-- EXERCISE BRIEF --
Each line below that contains the word "above" must be copied.

-- MATERIAL FOR THIS EXERCISE --
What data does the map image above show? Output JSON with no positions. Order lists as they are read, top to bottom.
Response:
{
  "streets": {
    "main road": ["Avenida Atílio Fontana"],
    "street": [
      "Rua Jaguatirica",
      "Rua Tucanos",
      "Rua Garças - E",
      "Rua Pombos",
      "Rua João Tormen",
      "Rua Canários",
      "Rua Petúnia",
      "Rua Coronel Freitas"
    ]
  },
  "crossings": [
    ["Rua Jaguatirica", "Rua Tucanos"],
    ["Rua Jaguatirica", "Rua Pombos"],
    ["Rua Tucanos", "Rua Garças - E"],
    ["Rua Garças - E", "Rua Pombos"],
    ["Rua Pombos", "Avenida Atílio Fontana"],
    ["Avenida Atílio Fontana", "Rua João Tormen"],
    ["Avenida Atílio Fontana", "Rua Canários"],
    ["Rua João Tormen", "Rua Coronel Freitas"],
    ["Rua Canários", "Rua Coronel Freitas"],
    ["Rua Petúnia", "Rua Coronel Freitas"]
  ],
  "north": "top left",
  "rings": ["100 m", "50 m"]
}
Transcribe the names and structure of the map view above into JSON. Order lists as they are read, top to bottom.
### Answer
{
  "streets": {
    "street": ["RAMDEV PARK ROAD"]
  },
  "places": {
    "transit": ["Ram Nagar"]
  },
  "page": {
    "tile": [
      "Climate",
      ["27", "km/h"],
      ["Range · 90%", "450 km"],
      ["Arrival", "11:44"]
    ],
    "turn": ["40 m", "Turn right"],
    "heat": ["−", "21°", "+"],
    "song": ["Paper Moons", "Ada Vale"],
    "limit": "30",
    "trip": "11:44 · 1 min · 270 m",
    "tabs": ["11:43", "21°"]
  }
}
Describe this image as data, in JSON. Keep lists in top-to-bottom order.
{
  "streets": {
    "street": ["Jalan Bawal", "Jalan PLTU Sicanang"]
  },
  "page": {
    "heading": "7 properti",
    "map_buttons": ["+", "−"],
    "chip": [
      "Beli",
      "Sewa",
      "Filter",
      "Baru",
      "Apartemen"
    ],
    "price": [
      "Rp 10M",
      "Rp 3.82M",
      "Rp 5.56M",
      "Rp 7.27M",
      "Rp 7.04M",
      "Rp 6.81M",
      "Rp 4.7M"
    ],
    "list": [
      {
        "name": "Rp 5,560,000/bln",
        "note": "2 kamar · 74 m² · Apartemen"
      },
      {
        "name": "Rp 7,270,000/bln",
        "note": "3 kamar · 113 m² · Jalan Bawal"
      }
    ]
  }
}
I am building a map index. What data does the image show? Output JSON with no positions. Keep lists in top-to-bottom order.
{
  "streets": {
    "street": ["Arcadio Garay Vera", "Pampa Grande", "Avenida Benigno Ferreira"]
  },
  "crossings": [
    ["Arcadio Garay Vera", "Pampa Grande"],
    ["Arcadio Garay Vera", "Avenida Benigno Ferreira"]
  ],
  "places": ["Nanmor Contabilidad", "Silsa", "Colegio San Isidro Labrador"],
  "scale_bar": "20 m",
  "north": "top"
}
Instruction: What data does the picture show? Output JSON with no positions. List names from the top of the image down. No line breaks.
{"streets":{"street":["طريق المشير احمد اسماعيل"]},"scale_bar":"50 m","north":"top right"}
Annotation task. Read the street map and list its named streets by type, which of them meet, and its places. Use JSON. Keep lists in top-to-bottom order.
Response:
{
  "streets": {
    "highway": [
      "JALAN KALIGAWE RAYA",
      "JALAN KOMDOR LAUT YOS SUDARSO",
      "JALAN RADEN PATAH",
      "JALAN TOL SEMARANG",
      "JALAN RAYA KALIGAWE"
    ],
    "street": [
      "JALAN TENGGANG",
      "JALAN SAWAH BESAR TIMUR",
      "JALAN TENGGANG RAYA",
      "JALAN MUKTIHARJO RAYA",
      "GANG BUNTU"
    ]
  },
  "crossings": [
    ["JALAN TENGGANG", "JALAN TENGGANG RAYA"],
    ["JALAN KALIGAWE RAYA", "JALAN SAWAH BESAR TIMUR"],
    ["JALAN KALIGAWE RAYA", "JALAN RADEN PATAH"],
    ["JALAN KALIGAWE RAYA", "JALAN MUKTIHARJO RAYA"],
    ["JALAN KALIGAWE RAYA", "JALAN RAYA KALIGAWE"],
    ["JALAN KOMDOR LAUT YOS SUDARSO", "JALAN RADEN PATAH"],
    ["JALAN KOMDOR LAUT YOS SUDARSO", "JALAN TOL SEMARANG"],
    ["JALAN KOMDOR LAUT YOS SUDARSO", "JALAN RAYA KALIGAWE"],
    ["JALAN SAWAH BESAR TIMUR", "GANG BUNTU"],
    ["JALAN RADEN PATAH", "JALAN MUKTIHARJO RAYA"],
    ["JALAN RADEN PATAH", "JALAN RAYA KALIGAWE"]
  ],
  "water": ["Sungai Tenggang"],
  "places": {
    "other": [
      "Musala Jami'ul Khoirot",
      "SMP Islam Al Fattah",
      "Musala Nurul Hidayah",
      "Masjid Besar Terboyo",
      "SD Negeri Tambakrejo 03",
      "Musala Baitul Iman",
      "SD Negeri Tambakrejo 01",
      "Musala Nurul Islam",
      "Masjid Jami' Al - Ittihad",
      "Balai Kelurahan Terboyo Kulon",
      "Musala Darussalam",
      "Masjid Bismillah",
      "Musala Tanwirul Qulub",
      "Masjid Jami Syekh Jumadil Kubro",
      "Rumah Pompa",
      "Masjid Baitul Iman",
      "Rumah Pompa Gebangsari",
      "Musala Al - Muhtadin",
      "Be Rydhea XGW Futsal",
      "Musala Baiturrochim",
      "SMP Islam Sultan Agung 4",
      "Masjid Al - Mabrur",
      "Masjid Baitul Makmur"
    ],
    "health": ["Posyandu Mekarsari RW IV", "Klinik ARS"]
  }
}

-- EXERCISE RESPONSE --
What data does the map image above show? Output JSON with no positions. Order lists as they are read, top to bottom.
Transcribe the names and structure of the map view above into JSON. Order lists as they are read, top to bottom.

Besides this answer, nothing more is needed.